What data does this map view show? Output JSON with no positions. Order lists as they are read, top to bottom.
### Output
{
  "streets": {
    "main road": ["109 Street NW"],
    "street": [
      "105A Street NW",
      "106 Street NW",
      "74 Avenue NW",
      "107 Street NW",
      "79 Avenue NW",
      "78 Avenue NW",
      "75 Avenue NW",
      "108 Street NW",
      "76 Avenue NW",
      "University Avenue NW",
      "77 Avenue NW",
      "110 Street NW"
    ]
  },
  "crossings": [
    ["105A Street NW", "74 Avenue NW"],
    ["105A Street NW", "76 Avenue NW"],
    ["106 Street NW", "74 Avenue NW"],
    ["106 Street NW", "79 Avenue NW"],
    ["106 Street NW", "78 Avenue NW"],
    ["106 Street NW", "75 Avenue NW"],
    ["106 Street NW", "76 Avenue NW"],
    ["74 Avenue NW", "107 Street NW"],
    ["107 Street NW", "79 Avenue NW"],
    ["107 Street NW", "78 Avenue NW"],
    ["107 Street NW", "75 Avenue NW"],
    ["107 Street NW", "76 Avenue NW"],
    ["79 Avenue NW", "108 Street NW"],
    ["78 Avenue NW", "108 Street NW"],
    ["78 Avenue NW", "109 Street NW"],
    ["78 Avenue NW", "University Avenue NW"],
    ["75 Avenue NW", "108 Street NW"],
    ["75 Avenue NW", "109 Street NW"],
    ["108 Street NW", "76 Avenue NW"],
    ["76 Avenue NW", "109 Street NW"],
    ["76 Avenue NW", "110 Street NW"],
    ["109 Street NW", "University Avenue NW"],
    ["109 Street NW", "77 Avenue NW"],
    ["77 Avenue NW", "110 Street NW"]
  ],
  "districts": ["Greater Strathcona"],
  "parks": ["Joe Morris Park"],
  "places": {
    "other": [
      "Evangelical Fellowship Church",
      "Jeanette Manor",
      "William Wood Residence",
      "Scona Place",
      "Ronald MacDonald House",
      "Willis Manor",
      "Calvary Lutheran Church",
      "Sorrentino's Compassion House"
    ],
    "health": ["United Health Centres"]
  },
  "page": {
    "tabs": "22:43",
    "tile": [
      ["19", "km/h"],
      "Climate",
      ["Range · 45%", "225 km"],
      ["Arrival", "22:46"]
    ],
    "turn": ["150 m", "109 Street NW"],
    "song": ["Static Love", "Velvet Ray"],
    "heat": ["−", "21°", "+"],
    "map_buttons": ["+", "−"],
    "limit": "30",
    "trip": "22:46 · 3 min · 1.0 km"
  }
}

> _Task directions_:
Track down every line of the material containing the string "Output", and copy it.

> _Answer to this exercise_:
What data does this map view show? Output JSON with no positions. Order lists as they are read, top to bottom.
### Output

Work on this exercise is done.